• [EXERCISE DATA]:
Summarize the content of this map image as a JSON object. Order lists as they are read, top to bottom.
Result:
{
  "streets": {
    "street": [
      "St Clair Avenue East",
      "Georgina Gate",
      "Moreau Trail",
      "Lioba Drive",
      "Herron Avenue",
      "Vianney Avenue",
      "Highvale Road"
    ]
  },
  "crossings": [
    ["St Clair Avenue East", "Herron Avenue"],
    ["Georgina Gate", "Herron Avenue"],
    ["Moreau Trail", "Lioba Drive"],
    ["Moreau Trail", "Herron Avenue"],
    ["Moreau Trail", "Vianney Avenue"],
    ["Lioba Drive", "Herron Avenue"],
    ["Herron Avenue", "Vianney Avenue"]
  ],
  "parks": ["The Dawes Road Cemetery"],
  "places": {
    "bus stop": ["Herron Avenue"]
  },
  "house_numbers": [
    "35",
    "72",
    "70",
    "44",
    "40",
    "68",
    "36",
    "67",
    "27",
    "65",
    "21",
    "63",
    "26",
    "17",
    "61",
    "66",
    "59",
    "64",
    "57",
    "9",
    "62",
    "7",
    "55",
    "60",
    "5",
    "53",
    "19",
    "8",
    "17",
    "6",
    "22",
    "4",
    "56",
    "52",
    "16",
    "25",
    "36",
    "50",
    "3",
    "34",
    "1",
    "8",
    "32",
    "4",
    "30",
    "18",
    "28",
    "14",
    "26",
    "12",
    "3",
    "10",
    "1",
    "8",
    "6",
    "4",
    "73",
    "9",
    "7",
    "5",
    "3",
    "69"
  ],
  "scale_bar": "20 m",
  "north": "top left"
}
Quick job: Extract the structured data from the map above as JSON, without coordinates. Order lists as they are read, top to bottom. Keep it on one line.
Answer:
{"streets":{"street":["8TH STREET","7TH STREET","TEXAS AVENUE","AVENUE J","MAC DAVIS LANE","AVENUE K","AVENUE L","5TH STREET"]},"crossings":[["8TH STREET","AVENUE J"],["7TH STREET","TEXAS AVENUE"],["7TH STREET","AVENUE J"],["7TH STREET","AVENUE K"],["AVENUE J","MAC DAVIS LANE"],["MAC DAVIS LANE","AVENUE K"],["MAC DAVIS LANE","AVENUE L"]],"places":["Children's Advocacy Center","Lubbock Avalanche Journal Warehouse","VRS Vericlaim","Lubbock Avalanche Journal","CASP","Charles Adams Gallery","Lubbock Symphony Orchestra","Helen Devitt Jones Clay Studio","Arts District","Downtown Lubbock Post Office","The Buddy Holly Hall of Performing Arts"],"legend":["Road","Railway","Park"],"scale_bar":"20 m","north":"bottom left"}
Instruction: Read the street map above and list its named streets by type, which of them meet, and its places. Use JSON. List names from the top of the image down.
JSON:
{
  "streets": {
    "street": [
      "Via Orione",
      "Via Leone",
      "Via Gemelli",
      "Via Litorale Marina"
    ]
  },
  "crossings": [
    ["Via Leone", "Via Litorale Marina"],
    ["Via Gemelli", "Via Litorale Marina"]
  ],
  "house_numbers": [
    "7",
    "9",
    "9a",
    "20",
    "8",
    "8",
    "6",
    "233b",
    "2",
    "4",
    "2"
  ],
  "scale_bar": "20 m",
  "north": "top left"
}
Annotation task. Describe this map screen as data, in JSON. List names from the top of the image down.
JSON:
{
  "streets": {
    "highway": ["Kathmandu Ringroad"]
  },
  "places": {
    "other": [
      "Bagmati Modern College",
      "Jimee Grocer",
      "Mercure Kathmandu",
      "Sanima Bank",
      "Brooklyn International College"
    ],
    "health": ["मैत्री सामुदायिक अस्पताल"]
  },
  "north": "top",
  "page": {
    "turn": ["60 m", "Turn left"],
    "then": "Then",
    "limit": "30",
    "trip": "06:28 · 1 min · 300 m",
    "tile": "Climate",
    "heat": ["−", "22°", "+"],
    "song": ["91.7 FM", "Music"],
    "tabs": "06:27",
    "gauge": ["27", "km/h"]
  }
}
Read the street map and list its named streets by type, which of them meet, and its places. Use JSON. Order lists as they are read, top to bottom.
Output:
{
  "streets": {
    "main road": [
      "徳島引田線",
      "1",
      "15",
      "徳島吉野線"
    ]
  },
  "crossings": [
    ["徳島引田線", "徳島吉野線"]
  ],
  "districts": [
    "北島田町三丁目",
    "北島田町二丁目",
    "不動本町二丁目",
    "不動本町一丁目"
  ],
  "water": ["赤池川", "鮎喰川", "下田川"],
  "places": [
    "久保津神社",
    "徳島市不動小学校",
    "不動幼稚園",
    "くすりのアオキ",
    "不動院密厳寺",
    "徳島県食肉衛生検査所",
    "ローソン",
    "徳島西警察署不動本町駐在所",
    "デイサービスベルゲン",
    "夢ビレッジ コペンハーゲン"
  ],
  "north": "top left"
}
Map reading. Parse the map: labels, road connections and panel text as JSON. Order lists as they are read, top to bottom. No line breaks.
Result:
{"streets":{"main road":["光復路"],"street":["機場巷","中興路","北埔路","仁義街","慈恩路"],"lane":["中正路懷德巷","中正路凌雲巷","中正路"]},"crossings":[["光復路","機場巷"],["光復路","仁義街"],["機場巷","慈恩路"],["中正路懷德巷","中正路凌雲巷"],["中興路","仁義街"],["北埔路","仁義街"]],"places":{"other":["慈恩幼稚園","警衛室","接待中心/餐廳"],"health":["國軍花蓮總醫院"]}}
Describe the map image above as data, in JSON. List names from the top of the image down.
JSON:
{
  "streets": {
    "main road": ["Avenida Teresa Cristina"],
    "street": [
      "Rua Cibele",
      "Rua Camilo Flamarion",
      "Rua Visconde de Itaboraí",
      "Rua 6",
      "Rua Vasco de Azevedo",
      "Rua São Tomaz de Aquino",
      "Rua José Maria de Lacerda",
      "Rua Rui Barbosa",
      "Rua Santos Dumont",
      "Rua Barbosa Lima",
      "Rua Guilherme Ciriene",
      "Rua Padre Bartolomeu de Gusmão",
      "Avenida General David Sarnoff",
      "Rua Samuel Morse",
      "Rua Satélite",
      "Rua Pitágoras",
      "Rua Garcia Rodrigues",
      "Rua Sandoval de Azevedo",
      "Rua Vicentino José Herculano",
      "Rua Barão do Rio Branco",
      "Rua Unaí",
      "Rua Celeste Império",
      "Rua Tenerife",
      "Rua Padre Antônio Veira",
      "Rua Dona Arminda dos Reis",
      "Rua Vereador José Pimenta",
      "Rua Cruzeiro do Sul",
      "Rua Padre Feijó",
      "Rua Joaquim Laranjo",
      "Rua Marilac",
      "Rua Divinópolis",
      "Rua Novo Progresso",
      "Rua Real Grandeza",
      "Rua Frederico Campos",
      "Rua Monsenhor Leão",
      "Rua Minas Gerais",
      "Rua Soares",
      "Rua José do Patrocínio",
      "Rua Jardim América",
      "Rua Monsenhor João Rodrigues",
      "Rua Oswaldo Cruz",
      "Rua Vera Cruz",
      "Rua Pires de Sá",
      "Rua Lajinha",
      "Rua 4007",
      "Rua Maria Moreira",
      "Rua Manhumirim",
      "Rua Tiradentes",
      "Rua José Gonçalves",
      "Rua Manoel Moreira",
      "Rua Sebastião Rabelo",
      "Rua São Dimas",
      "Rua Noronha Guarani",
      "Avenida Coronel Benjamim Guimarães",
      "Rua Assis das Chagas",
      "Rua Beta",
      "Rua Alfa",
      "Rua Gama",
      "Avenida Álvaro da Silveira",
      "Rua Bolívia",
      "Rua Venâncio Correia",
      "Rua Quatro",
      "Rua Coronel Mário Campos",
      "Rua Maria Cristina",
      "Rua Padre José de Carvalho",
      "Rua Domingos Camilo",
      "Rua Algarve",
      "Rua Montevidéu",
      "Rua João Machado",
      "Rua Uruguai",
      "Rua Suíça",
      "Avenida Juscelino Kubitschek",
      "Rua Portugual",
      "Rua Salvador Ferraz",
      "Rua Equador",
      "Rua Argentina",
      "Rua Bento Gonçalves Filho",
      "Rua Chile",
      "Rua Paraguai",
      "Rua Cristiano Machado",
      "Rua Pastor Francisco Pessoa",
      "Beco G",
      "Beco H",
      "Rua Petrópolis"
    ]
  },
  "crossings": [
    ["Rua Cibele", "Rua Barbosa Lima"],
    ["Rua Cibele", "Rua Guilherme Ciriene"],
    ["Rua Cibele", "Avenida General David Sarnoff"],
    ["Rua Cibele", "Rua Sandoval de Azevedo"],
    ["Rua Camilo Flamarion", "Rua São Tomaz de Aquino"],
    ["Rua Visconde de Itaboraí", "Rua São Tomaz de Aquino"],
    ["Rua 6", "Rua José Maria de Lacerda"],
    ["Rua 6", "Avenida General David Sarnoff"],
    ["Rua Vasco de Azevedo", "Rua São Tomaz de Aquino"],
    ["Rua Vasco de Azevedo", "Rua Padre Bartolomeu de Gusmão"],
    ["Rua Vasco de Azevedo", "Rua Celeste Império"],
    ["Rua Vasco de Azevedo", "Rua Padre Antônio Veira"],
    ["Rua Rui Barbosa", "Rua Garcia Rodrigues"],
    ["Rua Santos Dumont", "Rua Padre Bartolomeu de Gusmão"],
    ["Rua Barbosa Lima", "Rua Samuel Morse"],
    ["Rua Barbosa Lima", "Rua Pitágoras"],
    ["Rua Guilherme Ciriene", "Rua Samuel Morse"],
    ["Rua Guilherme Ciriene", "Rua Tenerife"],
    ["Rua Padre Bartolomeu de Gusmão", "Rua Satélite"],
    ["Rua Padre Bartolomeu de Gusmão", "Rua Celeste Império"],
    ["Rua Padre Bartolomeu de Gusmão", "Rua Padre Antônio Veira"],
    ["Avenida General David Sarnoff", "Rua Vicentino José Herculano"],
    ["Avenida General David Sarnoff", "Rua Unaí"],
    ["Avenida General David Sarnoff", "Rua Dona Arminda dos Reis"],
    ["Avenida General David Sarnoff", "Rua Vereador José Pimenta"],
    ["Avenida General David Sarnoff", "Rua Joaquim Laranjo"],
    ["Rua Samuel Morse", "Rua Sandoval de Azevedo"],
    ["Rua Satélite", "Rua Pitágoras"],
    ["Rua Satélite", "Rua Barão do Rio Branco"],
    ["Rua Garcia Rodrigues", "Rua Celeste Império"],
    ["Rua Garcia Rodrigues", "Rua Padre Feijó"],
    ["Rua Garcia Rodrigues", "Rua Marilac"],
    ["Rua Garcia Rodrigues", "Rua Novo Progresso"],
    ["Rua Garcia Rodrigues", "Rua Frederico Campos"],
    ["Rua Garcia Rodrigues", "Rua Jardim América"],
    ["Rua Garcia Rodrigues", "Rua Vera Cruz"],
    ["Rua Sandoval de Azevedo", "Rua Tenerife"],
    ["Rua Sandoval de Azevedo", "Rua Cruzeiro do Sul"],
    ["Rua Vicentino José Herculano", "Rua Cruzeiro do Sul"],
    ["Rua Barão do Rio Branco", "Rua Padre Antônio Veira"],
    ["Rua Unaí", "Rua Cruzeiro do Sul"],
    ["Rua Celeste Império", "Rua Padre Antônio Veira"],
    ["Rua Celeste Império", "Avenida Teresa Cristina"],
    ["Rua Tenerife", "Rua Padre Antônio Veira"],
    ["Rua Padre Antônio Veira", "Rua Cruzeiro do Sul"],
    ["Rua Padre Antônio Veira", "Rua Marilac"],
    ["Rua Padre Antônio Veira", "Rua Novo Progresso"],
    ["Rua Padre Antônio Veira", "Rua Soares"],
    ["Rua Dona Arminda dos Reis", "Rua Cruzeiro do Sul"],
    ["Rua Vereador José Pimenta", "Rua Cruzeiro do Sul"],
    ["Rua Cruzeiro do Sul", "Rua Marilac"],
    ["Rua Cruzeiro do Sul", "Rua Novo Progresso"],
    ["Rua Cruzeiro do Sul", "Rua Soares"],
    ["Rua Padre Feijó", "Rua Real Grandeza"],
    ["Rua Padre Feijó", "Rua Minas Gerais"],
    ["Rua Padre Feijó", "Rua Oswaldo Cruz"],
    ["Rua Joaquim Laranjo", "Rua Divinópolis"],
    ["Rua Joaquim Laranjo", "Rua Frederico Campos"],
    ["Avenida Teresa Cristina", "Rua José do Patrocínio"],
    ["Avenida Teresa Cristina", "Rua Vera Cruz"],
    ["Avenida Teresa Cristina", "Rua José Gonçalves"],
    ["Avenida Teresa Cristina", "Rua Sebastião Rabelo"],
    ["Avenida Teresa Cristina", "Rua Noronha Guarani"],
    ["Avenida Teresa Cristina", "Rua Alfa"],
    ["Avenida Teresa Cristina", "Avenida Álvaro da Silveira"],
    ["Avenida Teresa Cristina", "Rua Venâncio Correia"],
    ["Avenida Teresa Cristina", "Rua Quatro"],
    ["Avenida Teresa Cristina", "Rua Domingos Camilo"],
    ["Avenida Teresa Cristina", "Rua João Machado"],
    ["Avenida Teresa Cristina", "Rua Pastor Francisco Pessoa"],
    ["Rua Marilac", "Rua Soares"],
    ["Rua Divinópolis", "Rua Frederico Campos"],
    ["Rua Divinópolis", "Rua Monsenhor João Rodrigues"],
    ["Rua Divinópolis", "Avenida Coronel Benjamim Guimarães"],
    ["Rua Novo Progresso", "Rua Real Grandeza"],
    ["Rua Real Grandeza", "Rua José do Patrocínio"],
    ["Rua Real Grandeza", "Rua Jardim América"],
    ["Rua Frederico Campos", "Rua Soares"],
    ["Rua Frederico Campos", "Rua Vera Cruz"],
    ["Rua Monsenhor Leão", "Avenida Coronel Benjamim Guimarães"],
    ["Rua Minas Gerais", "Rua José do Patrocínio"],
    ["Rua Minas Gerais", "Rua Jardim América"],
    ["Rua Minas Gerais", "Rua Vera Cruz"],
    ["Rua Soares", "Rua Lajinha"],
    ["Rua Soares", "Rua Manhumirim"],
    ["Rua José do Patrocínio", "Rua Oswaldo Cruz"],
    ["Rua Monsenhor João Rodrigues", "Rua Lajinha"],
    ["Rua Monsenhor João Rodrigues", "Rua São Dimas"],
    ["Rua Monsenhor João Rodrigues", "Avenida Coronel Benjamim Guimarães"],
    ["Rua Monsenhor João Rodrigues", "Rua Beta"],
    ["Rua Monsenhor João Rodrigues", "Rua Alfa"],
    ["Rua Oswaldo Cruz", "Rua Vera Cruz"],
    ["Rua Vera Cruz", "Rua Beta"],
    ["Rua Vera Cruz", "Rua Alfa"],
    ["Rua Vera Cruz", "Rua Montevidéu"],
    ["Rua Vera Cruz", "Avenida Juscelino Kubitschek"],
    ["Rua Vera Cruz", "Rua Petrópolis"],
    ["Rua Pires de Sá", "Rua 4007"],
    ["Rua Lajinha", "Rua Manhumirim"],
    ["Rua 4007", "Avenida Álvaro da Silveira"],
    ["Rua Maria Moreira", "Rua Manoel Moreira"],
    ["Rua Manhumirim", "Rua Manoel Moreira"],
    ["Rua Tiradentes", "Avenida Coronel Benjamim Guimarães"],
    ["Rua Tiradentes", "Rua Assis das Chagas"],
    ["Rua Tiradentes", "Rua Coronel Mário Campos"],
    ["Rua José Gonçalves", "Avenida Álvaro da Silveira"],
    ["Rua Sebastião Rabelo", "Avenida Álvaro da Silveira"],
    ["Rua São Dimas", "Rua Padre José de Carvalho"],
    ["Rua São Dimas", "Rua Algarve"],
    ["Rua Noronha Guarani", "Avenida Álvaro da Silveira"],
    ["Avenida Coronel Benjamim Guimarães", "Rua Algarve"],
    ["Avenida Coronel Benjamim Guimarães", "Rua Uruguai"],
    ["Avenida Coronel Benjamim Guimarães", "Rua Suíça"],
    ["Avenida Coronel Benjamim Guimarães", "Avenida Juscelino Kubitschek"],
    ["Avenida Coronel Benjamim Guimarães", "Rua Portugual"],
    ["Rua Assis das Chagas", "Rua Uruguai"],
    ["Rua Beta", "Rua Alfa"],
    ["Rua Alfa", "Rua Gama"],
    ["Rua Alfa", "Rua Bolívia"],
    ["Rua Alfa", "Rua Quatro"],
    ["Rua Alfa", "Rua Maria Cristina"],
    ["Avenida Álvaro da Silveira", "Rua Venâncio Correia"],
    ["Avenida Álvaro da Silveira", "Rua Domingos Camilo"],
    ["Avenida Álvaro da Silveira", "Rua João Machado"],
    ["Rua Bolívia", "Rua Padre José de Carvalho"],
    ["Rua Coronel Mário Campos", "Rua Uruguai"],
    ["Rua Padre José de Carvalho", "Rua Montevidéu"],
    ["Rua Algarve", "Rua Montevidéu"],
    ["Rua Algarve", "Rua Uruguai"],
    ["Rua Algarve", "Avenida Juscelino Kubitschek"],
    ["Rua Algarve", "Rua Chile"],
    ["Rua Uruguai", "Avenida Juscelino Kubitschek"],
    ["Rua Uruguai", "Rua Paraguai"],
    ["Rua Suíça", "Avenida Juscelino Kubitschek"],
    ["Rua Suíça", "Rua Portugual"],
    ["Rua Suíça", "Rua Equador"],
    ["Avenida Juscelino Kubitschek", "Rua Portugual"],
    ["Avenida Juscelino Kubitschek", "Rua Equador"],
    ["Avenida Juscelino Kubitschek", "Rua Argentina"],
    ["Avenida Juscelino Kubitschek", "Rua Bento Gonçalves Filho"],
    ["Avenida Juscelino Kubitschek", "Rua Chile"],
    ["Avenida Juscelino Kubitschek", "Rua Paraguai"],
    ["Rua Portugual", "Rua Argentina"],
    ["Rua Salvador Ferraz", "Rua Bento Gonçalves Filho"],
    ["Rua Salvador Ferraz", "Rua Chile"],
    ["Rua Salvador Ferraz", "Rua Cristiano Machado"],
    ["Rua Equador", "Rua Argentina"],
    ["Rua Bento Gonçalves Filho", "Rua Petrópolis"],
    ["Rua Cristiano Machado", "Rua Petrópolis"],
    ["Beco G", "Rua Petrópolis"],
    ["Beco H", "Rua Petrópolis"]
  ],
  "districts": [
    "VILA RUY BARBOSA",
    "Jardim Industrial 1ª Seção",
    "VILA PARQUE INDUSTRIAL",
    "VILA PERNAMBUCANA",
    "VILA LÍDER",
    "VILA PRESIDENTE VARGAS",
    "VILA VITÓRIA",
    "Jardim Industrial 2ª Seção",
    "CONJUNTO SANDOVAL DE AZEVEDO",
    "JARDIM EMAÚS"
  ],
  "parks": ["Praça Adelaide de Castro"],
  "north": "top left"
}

• [ACTIVITY]: In the entries above, how many lines include the word "Chile"? Give only that number.

• [OUTPUT FOR THIS EXERCISE]: 4